1. Technical Field
The present invention relates to human small cell lung cancer (SCLC) autocrine growth factors and monoclonal antibody blocking the same. More particularly, the present invention relates to anti-bombesin monoclonal antibody blocking bombesin-receptor interaction at appropriate binding sites and inhibiting tumor growth dependent on bombesin autocrine function.
2. Prior Art
Autocrine hypothesis for tumor growth proposes that a cancer cell produces a growth factor(s) which in turn stimulates the growth of the cancer cell resulting in a malignant phenotype (Sporn, et al. New Eng. J. Med. 303, (1980). If this hypothesis is demonstrated to be true, then it would be apparent that by interfering with this autocrine pathway, one could potentially block tumor cell growth dependent on said autocrine growth factor.
By definition autocrine growth factors comprise hormone-like substances produced and secreted by normal or malignant cells which in turn "feed back" on these cells via specific membrane receptors to induce proliferation of the cells. Although many growth factors (epidermal growth factor [EGF], transforming growth factors [TGF], platelet-derived growth factor [PDGF], T-cell growth factor [ITCGF], nerve growth factor [NGF] and the like have been shown to exert their influence on the propagation of normal and malignant cells in vitro, none so far has been conclusively proven to fulfill all the autocrine properties including control of tumor proliferation in vitro.
Lung cancers have been the prime example of tumors which produce peptide hormones. Within this group, human small cell lung cancer (SCLC) has been shown to produce regulatory peptides such as calcitonin, adrenocorticotrophic hormone (ACTH), arginine vasopressin (AVP), neurotensin and bombesin. Bombesin is the most frequently produced peptide hormone associated with SCLC; therefore, it has been considered a putative autocrine growth factor involved with SCLC.
Bombesin is a tetradecapeptide originally isolated and characterized by Anastasi, et al. Experientia 27, 166-167 (1971) from frog skin. Immunoreactive bombesin-like peptides (BLP) have also been identified in fish, birds, and mammals indicating evolutionary conservation. Biochemical and immunohistochemical analyses have localized BLP to certain brain nuclei, to amine precursor uptake and decarboxylation (APUD) cells of the fetal lung, and to gastrointestinal tract of rat and man as well as the proventriculus of turkeys. The mammalian equivalent of bombesin is thought to be gastrin-releasing peptide (GRP), a 27 amino acid long peptide initially isolated from porcine gut as described by McDonald, et al, Gut, 19: 767. (1978). Bombesin and GRP have nearly identical amino acid sequences at their carboxy-terminal (C-terminal) decapeptide.
The carboxy-terminal region of the bombesin molecule is believed to be responsible for receptor recognition and biological activity.

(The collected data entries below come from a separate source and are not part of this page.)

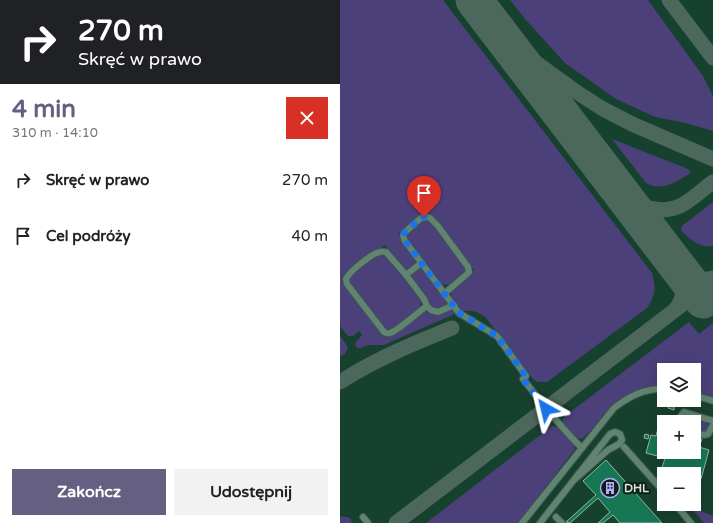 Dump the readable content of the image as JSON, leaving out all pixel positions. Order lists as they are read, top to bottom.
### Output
{
  "places": {
    "building": ["DHL"]
  },
  "page": {
    "turn": ["270 m", "Skręć w prawo"],
    "heading": ["4 min", "310 m · 14:10"],
    "list": [
      {
        "name": "Skręć w prawo",
        "value": "270 m"
      },
      {
        "name": "Cel podróży",
        "value": "40 m"
      }
    ],
    "map_buttons": ["+", "−"],
    "buttons": ["Zakończ", "Udostępnij"]
  }
} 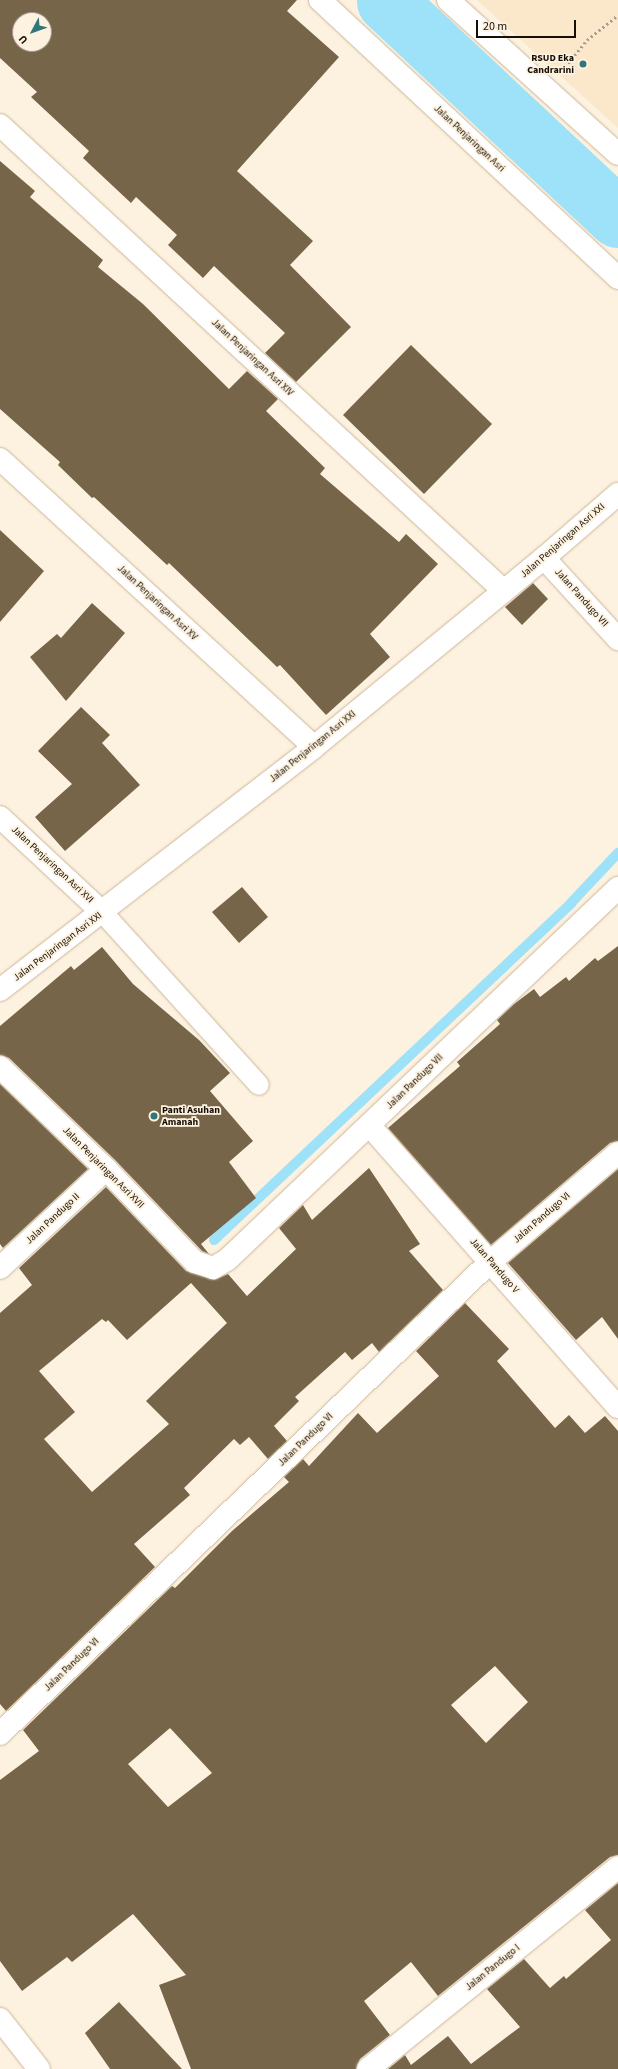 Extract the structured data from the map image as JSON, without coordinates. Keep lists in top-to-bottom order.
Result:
{
  "streets": {
    "street": [
      "Jalan Penjaringan Asri",
      "Jalan Penjaringan Asri XIV",
      "Jalan Penjaringan Asri XXI",
      "Jalan Pandugo VII",
      "Jalan Penjaringan Asri XV",
      "Jalan Penjaringan Asri XVI",
      "Jalan Penjaringan Asri XVII",
      "Jalan Pandugo VI",
      "Jalan Pandugo II",
      "Jalan Pandugo V",
      "Jalan Pandugo I"
    ]
  },
  "crossings": [
    ["Jalan Penjaringan Asri XIV", "Jalan Penjaringan Asri XXI"],
    ["Jalan Penjaringan Asri XXI", "Jalan Pandugo VII"],
    ["Jalan Penjaringan Asri XXI", "Jalan Penjaringan Asri XV"],
    ["Jalan Penjaringan Asri XXI", "Jalan Penjaringan Asri XVI"],
    ["Jalan Pandugo VII", "Jalan Penjaringan Asri XVII"],
    ["Jalan Pandugo VII", "Jalan Pandugo V"],
    ["Jalan Penjaringan Asri XVII", "Jalan Pandugo II"],
    ["Jalan Pandugo VI", "Jalan Pandugo V"]
  ],
  "places": ["RSUD Eka Candrarini", "Panti Asuhan Amanah"],
  "scale_bar": "20 m",
  "north": "bottom left"
}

Recent reports have demonstrated that both bombesin and GRP can induce similar biological responses (Brown, et al. Life Sci. 27, 125-128 (1980; Rokaeus, et al. Acta Physiol. Scand. 114, 605-610 (1982); Girard, et. al. Neuropeptides 3, 443-452 (1983); McDonald, et. al. Regul. Peptides 5, 125-137 (1983). Immunoreactive GRP has been identified in the gastrointestinal tract of mice, rats, guinea-pigs and cats. Amino acid sequences of three canine intestinal peptides have revealed close homology with porcine GRP and contain identical C-terminal decapeptide residues as bombesin and GRP (Reeve, et al J. Bio. Chem. 258, 5582-5588 (1983). In humans, GRP has been identified in neuro-endocrine cells of the stomach, fetal and adult lung and in small cell and carcinoid lung tumors. (Tsutsumi, et el. Lab. Invest. 48, 623-631 (1983); Yamaguchi, et el. Cancer Res. 43, 3932-3939 (1983); Tobe, et al. Acta Histochem. Cytochem. 15, 102-107 (1982); Tamai, et al. Cancer 52, 273-281 (1983); Yang, et el. Cancer 52, 819-823 (1983).
In recent reviews, bombesin (BN) and bombesin-like peptides (BLP) have been reported to initiate a wide variety of physiological responses including stimulation of SCLC. BLP produced by SCLC include some peptides similar, if not identical, to porcine GRP. These peptides can be secreted into media in response to physiologic stimuli. In addition, some SCLC have single class of high affinity receptors for BLP (Moody, et al. Peptides 4, 683-686 (1983). Moreover, exogenously added BLP can stimulate the clonal growth of SCLC in serum-free medium (Carney, et al. Clin. Res. 31, 404A (1983). Taken together, these findings suggest, but do not prove, that BLP could function as an autocrine growth factor for SCLC. The applicants conceived that one way to test such a hypothesis would be to interrupt the function of endogenously produced BLP in SCLC. The applicants reasoned that this could be accomplished by producing antibodies specific to BN or BLP.